Reviewer #3: This article presents findings from a survey experiment on whether allowing participants to earmark charitable contributions given as an incentive for participation increases the response rate. Counter to expectations derived from literature on charitable giving, it finds that it does not. The article is clearly written and makes a succinct point. I think it is worthy of publication. However, I would suggest some further revisions to clarify the findings as well as their contribution and implications.

Most importantly, while the brief literature review covers key explanations for why earmarking should encourage charitable giving, it does so in a theoretical register. To help interpret the findings, the authors should provide substantive discussion of the findings of this literature, including the type of effects and their magnitude. For example, the article states that earmarking encourages charitable giving. However, it would be helpful to clarify whether it incentivises people to give who otherwise would not, or if it increases the amount they give. Relatedly, the authors should provide evidence on the magnitude of the effect for charitable giving found in previous studies to provide a sense of what effects we might be looking for in this experiment. Importantly, there must be some minimum level of effectiveness of earmarking for the research to be relevant, so that should be clearly stated. (This is the most important mechanism to provide substantive insights on, but it would be helpful to also provide brief substantive discussion of the other mechanisms highlighted in the literature review).

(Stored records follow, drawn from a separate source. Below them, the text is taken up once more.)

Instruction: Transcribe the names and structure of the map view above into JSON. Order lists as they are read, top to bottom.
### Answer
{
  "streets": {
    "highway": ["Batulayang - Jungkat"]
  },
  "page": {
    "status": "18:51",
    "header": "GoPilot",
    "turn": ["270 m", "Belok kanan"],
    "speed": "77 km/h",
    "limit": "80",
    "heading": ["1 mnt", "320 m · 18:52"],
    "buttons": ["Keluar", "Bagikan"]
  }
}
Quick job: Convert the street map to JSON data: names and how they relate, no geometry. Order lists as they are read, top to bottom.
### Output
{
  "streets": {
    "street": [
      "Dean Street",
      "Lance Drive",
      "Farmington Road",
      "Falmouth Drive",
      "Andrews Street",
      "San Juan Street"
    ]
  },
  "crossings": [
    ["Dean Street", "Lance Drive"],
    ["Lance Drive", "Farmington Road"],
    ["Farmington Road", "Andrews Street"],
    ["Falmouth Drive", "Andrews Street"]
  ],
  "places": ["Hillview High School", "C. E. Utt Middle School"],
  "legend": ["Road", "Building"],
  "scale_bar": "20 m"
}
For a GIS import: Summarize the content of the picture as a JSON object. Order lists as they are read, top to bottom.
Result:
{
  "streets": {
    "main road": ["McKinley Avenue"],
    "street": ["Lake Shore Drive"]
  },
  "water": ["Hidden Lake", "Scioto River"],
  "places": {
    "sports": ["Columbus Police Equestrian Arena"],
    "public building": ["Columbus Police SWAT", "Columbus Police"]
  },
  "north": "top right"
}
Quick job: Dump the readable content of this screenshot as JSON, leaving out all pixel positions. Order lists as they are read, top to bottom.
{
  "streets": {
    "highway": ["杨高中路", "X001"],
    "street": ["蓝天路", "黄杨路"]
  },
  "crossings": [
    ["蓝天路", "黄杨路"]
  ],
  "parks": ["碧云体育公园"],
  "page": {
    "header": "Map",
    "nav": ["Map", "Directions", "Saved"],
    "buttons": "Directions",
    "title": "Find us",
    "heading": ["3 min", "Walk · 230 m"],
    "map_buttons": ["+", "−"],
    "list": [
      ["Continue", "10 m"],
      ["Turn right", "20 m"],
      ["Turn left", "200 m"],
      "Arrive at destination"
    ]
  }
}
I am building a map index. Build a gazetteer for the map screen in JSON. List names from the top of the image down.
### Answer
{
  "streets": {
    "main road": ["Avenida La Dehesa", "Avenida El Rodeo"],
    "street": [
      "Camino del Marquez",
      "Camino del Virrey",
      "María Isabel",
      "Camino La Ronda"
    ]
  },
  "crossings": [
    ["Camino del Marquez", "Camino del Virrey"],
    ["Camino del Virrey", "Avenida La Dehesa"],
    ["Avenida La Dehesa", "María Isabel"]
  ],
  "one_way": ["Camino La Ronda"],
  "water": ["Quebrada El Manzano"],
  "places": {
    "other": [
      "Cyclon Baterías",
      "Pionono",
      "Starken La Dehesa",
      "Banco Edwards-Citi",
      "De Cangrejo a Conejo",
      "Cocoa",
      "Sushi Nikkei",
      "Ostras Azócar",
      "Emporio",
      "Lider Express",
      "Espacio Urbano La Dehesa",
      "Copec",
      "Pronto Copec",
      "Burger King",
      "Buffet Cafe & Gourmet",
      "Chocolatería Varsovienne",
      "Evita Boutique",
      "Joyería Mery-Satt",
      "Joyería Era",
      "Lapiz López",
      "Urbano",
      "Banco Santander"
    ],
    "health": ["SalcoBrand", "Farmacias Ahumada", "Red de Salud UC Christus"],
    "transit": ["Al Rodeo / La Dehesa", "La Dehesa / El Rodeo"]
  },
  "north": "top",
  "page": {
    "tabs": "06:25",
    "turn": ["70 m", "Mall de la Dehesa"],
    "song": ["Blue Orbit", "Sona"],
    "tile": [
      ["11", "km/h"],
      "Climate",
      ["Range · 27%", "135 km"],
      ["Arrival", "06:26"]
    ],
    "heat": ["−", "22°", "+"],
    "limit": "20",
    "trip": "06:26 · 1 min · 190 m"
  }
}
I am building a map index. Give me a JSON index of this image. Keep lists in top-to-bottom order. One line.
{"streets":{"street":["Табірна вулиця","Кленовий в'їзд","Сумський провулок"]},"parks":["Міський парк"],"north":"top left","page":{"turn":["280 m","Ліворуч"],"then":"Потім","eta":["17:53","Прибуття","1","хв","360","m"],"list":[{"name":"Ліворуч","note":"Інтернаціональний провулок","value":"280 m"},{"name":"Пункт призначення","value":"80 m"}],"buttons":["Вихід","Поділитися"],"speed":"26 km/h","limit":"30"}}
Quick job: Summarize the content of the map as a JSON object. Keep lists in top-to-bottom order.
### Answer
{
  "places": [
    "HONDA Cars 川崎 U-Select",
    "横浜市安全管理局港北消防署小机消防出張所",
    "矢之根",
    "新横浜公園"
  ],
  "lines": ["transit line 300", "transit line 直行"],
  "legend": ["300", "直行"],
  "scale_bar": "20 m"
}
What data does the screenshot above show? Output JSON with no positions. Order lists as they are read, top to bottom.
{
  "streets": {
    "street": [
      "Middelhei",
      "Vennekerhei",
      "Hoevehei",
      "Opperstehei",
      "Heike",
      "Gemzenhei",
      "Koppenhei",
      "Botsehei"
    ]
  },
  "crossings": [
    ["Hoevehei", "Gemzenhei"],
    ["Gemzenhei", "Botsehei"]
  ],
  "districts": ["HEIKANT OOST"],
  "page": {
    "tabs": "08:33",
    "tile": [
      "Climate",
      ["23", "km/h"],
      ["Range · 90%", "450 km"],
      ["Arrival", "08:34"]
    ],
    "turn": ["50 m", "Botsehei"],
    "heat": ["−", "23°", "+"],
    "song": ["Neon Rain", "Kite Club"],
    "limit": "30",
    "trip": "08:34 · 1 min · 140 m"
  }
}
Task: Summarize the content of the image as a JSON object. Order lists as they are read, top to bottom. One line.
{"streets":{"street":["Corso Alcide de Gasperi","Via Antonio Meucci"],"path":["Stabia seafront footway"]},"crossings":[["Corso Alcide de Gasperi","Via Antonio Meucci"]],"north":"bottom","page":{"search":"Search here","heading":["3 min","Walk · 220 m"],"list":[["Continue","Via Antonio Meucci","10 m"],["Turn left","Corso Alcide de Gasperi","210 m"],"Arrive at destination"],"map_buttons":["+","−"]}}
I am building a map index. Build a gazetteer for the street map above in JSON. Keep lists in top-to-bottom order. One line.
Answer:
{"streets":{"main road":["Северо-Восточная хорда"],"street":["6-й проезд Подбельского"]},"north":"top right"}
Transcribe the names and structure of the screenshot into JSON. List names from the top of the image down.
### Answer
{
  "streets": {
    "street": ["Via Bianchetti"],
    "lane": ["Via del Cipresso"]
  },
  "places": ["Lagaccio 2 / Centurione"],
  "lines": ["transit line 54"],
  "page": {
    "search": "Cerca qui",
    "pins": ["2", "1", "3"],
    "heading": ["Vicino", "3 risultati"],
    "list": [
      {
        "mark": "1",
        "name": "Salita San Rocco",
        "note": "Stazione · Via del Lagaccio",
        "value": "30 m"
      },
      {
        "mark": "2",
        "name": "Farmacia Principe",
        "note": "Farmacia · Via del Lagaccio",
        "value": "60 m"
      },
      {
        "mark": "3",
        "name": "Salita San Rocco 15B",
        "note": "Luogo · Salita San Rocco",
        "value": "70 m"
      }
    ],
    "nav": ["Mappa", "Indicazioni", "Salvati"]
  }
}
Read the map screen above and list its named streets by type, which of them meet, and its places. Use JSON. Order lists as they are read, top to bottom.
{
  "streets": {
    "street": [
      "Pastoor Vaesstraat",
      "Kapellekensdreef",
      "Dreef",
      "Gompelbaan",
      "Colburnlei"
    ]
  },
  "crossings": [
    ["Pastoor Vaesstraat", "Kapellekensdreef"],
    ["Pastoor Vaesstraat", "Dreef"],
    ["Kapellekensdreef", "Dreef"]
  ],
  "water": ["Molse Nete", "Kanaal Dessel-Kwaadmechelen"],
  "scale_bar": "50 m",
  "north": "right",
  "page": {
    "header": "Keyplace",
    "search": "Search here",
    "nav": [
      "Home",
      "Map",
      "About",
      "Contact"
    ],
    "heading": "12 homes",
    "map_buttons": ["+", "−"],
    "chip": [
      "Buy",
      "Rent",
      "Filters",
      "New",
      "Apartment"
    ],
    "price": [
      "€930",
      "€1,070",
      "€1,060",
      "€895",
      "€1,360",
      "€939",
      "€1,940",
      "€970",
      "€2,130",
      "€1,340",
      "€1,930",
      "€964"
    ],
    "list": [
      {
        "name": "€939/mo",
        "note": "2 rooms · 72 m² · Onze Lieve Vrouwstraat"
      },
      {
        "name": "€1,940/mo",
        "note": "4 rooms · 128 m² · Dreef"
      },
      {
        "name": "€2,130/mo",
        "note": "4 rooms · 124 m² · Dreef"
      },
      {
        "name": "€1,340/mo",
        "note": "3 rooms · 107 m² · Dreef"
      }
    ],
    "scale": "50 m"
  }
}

As a second point, the article claims that there is no evidence of harms of earmarking, and it might yield benefits. I was sceptical of this claim for two reasons: (1) As I understand it, earmarking is bad for charities, as it prevents them from using funds in the most effective way; and (2) presumably there is some additional cost to the researchers, even if marginal, to manage this data. The claims here should be clarified accordingly.

Third, I wondered if the authors might expand a bit more on what they think explains the lack of results. This may be easier to clarify once the expectations are more clearly stated (by drawing out the substantive content in the literature review as noted in point 1)

Minor points:

- The response rates of this study and other studies of 9-10% are first mentioned in the analysis strategy. I wondered if this could be mentioned earlier to further motivate the study.

- The first sentence of the abstract: “Charitable donations are often the best way to incentivise study participation” – requires citation and/or evidence, or should be toned down.

- It would be helpful to clarify throughout that this is about increasing response rates to surveys.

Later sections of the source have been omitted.